PROMPT
Some lines hold the string "speed". Copy all of them from the material that follows.

TASK INPUT
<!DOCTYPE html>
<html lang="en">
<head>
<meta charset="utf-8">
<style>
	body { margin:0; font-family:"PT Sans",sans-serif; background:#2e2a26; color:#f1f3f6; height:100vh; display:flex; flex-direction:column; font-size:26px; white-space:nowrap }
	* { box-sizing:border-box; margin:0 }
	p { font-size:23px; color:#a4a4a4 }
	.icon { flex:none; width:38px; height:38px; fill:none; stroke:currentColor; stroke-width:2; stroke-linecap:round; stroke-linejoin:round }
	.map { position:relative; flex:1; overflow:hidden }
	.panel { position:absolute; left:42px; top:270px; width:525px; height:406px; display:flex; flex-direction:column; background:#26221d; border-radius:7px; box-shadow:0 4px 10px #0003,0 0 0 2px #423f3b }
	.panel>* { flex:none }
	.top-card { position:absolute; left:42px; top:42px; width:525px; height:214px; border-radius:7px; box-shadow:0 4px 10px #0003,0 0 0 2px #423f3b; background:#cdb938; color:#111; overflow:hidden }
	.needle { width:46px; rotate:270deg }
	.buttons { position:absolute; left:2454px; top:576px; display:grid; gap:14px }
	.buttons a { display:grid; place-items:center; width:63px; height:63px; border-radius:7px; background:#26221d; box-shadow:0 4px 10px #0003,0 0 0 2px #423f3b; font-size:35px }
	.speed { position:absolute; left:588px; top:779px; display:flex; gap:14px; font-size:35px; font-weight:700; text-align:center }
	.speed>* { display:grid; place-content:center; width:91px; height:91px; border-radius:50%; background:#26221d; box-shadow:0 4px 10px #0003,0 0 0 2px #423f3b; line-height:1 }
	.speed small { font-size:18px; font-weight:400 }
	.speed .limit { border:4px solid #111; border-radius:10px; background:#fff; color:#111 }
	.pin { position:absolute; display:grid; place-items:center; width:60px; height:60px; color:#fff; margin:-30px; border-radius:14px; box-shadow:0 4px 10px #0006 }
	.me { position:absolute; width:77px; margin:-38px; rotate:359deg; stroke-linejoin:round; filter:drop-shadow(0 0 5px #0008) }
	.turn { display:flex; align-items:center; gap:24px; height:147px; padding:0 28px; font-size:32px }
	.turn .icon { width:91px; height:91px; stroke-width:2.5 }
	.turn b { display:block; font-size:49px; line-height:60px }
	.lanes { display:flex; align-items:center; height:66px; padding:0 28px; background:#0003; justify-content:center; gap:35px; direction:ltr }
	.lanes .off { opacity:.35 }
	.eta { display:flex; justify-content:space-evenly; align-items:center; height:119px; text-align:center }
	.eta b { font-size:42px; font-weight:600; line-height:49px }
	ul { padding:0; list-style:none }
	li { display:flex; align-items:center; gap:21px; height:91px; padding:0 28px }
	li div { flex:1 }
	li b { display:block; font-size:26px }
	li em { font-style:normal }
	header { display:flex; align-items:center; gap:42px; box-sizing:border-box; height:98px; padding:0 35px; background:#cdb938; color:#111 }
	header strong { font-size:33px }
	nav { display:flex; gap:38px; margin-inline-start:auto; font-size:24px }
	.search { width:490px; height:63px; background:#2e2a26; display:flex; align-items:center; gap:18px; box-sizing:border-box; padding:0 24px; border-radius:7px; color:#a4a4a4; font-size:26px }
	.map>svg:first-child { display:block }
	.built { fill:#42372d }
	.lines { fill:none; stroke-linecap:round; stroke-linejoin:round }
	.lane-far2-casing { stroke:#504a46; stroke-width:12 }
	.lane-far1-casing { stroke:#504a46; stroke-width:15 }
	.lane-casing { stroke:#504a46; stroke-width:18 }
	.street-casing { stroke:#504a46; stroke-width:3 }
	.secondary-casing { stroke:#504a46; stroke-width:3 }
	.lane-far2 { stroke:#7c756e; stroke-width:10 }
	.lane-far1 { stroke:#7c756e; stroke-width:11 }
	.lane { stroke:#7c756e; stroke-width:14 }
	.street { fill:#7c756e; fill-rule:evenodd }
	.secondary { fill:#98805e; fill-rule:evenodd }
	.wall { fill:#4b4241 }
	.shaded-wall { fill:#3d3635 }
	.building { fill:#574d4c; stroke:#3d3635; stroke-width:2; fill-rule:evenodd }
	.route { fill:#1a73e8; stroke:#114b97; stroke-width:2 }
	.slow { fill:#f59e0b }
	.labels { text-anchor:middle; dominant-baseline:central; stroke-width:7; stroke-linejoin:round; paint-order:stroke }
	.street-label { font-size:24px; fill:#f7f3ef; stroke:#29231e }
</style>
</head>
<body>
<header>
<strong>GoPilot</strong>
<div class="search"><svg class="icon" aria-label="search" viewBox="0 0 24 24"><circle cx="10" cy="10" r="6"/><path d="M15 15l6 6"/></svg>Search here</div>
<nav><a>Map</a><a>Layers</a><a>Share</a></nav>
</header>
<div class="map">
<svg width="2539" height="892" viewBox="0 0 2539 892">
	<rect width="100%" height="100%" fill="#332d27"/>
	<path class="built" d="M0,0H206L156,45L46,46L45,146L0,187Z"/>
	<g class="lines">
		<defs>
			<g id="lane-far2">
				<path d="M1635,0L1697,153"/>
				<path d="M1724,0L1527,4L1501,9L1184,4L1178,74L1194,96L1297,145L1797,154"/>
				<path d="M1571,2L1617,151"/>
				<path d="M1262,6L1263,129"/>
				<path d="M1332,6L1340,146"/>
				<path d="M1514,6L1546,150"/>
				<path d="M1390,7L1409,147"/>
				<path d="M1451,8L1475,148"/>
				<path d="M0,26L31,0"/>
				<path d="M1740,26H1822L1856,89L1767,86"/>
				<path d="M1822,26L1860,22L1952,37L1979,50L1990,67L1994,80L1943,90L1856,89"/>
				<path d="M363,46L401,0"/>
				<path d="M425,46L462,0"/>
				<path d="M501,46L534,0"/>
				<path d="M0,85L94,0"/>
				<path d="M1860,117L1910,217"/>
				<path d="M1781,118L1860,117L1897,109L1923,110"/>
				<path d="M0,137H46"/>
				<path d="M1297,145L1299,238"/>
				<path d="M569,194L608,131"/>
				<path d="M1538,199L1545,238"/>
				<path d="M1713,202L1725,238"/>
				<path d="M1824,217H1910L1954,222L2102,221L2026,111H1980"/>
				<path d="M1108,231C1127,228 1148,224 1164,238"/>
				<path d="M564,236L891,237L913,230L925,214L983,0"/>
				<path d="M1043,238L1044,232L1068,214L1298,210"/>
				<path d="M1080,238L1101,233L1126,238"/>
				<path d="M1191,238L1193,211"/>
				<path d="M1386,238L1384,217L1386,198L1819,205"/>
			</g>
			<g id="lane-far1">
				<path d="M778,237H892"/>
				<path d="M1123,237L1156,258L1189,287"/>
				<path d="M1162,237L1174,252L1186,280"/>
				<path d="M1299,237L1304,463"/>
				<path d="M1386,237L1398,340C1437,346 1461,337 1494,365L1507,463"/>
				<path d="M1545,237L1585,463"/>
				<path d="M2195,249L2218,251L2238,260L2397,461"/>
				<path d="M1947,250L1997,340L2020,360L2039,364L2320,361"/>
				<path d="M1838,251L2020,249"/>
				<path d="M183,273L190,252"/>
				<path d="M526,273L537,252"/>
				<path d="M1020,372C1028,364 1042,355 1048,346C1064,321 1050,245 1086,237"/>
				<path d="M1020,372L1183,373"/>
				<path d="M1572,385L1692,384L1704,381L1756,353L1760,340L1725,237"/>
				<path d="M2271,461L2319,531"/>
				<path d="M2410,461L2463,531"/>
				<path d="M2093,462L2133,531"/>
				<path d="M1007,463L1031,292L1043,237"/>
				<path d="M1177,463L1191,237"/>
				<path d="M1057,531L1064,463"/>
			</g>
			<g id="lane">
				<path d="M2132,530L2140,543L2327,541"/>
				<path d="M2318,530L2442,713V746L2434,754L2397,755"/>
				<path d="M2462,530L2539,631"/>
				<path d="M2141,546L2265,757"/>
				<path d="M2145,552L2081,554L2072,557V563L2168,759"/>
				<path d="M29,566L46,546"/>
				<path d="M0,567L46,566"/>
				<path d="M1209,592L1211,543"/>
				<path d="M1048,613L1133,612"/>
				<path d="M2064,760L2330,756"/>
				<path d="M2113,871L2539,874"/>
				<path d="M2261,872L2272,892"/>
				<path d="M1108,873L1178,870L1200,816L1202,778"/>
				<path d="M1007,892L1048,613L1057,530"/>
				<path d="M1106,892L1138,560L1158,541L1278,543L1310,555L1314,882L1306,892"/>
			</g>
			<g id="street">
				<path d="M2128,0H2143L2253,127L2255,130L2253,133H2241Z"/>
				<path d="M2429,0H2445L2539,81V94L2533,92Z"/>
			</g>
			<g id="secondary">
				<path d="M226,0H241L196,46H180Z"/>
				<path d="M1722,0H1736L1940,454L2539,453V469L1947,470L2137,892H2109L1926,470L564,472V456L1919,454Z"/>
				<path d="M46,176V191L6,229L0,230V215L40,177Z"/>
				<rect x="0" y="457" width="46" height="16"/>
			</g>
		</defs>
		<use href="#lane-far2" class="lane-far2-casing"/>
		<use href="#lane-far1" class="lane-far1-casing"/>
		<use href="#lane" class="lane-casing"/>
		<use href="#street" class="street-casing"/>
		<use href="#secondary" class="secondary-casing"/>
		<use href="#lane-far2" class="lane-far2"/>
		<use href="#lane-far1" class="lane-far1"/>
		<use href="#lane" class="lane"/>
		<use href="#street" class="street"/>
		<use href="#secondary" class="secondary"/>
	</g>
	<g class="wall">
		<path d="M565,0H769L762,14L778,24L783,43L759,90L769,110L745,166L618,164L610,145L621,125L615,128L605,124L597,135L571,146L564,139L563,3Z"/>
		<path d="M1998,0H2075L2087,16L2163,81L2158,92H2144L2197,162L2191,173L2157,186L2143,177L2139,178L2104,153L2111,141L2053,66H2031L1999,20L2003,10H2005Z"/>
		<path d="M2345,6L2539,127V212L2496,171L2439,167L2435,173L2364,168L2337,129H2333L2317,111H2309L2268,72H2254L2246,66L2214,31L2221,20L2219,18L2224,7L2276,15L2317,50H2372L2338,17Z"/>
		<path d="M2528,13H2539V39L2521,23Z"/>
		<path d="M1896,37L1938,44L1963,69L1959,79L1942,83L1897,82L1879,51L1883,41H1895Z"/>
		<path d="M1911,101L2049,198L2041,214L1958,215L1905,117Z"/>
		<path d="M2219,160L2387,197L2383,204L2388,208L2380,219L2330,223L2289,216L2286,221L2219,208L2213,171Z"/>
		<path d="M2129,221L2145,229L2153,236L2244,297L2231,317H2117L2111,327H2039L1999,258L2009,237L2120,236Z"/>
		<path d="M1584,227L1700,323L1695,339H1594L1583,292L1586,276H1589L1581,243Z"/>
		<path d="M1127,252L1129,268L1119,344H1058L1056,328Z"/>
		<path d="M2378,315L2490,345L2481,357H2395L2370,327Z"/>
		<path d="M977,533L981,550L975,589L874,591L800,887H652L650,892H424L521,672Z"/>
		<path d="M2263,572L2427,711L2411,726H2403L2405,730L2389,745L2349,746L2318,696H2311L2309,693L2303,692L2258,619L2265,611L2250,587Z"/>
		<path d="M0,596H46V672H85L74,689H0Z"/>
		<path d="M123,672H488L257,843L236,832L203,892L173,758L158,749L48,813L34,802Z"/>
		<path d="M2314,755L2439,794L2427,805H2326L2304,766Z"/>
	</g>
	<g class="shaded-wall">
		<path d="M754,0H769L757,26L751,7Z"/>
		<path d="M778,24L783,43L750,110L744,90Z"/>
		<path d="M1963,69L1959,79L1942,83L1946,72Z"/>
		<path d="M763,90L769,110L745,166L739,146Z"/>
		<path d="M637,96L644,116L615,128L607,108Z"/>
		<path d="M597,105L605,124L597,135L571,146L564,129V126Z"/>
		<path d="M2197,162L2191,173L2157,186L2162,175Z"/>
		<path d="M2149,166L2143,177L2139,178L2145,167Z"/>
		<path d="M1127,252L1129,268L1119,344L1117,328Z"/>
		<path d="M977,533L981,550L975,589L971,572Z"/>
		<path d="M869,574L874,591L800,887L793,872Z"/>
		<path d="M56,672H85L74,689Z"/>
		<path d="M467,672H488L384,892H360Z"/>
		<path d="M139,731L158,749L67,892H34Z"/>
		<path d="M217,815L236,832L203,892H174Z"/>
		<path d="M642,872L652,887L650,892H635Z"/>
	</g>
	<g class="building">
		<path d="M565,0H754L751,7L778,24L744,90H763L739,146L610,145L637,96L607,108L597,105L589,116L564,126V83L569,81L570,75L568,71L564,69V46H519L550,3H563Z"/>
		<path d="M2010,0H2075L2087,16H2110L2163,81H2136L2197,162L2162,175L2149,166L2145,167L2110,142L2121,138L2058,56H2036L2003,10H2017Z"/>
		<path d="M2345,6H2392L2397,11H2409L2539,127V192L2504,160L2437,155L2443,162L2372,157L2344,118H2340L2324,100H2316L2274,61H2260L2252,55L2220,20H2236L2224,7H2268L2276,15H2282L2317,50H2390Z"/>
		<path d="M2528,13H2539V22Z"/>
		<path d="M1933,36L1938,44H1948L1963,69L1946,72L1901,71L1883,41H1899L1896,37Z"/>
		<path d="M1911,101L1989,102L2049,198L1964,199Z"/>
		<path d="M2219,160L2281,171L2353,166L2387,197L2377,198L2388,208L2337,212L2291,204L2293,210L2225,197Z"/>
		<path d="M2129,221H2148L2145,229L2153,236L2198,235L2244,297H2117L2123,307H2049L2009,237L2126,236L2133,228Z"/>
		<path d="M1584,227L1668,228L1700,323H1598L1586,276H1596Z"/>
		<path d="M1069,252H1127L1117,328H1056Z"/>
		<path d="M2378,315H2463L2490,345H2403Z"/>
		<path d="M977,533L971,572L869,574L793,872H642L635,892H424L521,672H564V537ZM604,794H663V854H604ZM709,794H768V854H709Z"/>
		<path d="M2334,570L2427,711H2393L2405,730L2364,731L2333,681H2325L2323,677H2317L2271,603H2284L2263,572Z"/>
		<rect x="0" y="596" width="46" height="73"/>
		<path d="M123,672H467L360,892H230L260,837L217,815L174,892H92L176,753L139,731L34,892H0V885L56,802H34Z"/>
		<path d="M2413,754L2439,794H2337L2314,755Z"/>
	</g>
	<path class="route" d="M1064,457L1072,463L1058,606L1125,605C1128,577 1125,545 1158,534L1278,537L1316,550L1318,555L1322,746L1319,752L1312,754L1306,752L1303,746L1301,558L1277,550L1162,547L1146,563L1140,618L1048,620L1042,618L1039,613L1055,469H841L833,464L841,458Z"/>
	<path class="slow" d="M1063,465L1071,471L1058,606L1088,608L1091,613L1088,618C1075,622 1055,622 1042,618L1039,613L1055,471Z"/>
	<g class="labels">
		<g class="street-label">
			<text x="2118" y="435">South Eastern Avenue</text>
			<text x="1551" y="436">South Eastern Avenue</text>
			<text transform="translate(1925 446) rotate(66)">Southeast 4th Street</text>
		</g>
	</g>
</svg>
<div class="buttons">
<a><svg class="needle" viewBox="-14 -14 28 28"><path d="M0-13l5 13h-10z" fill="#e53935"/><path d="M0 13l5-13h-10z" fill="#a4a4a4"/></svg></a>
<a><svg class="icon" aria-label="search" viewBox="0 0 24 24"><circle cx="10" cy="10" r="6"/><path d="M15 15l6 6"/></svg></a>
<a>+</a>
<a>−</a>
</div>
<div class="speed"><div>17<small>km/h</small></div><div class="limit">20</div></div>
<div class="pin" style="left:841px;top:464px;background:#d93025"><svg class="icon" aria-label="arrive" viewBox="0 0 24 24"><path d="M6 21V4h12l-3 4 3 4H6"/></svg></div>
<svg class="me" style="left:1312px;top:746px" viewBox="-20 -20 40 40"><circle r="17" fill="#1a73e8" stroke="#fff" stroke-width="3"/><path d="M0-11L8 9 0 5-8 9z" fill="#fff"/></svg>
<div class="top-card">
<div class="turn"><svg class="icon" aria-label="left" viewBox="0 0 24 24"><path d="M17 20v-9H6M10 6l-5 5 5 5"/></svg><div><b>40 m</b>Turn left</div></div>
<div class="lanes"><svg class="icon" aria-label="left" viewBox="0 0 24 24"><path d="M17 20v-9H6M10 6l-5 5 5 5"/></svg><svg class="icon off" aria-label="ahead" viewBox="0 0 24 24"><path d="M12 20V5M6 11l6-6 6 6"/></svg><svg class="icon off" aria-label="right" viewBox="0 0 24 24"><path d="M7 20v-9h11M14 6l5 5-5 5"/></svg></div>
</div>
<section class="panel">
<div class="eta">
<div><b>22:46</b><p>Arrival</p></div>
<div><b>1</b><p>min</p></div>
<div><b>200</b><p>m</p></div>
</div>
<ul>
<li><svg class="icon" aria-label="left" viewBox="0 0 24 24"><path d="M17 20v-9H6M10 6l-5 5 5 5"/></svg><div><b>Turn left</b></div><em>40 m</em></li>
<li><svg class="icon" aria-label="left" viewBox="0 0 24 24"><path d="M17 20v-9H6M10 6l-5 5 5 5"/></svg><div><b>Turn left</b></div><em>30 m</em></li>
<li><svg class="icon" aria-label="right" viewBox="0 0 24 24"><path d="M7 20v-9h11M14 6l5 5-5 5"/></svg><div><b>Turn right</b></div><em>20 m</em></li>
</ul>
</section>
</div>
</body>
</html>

RESPONSE AREA
	.speed { position:absolute; left:588px; top:779px; display:flex; gap:14px; font-size:35px; font-weight:700; text-align:center }
	.speed>* { display:grid; place-content:center; width:91px; height:91px; border-radius:50%; background:#26221d; box-shadow:0 4px 10px #0003,0 0 0 2px #423f3b; line-height:1 }
	.speed small { font-size:18px; font-weight:400 }
	.speed .limit { border:4px solid #111; border-radius:10px; background:#fff; color:#111 }
<div class="speed"><div>17<small>km/h</small></div><div class="limit">20</div></div>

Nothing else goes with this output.